Al Janiah è un misto tra ristorante e centro di cultura araba che ha abbracciato tutte le culture del mondo. Un luogo di resistenza, dove tutti sono uguali e il rispetto verso l’altro predomina.
Hasan Zarif, il proprietario, è nato in Brasile da genitori palestinesi ed è anche uno dei fondatori del Mopat, il movimento dietro all’occupazione Leila Khaled. L’uomo si piega in quattro per riuscire a stare dietro alle esigenze e alle difficoltà del personale.

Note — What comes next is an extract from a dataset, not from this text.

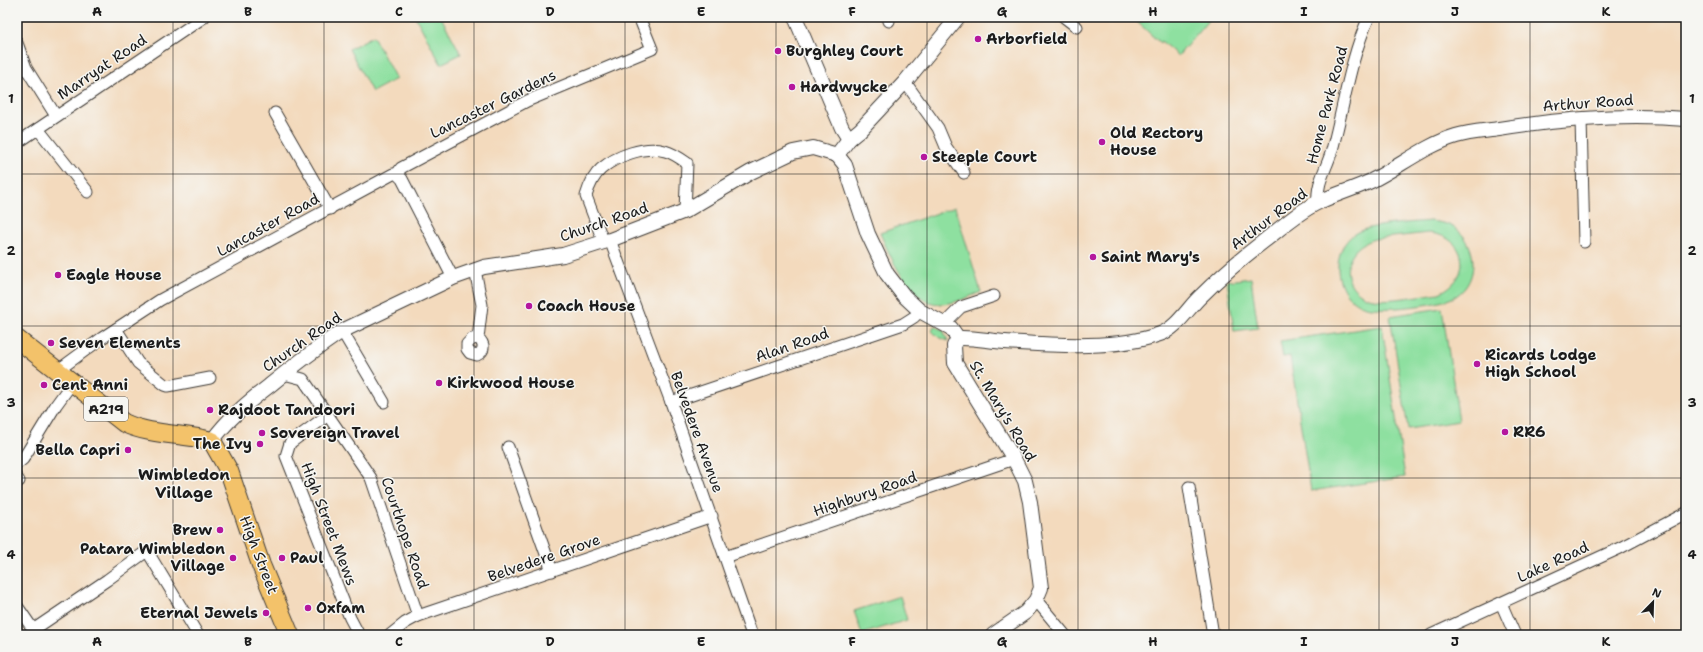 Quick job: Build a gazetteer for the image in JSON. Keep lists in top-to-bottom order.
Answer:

Impossibile arrivare in Palestina
Altri tre palestinesi che frequentano il locale raccontano che lo scorso luglio hanno preso un aereo per andare in Palestina a trovare la madre di uno di loro che stava male. Hanno fatto scalo a Dubai e invece di proseguire il viaggio sono stati rispediti in Brasile. Anche se tutti avevano il passaporto giallo dei rifugiati.
«Siamo rimasti bloccati nell’aeroporto per tre giorni, abbiamo chiamato l’ambasciata del Brasile e alla fine ci hanno espulsi», racconta Alaa Kaseem, di 27 anni. Sua madre, che già stava male, è finita in ospedale. Kaseem è arrivato in Brasile circa due anni fa, lavora al ristorante e vive nella palazzina occupata.
«Brasiliani profughi nel loro stesso paese»
L’Al Janiah è diventata una sorta di seconda casa per tanti ragazzi. Ma anche per le prime generazioni di rifugiati palestinesi arrivati in Brasile anni fa, come Isam Ahmad Issa. Che seduto in un tavolino nel giardino esterno, ricorda le case arabe con le sue corti interne. Due bandiere della Palestina dipinte al muro fanno da cornice alla sua storia.
Dottore di ricerca in Tecnolgia dell’allevamento di animali, palestinese, militante, un profugo fra i tanti a San Paolo, come lui si definisce. Perché dopo tanti anni vissuti in Brasile, ha capito che «anche i brasiliani sono profughi nel loro stesso paese».
«I poveri in Brasile vivono una realtà di esclusione incredibile. Ho imparato che cosa è un senzatetto qui. Nei paesi arabi questo non esiste. Nessuno dorme per le strade, perché non ha un posto da stare», racconta.
Un altro nodo del paese sudamericano secondo Isam è il razzismo, che lui ha visto crescere con gli ultimi rifugiati arrivati. «Il paese sta vivendo un clima di intolleranza politica e questo si rispecchia nei più deboli».
L’integrazione tra palestinesi, siriani e brasiliani
Zarif, il responsabile di tutta questa rivoluzione culturale e sociale, racconta quanto quello che sta accadendo all’Al Janiah sia importante per l’integrazione dei palestinesi e siriani con i brasiliani. «Oltre alla cucina araba, abbiamo la musica, la lingua, gli eventi legati alla questione palestinese, al diritto del ritorno alla nostra terra», spiega.
Il locale, però, va oltre la cultura araba e abbraccia diverse altre culture, dall’Africa all’American latina, comprese le lotte dei movimenti neri e delle donne. Non per niente, proprio accanto alla cucina, un poster messo ricorda che «il luogo della donna è dove lei vuole che sia».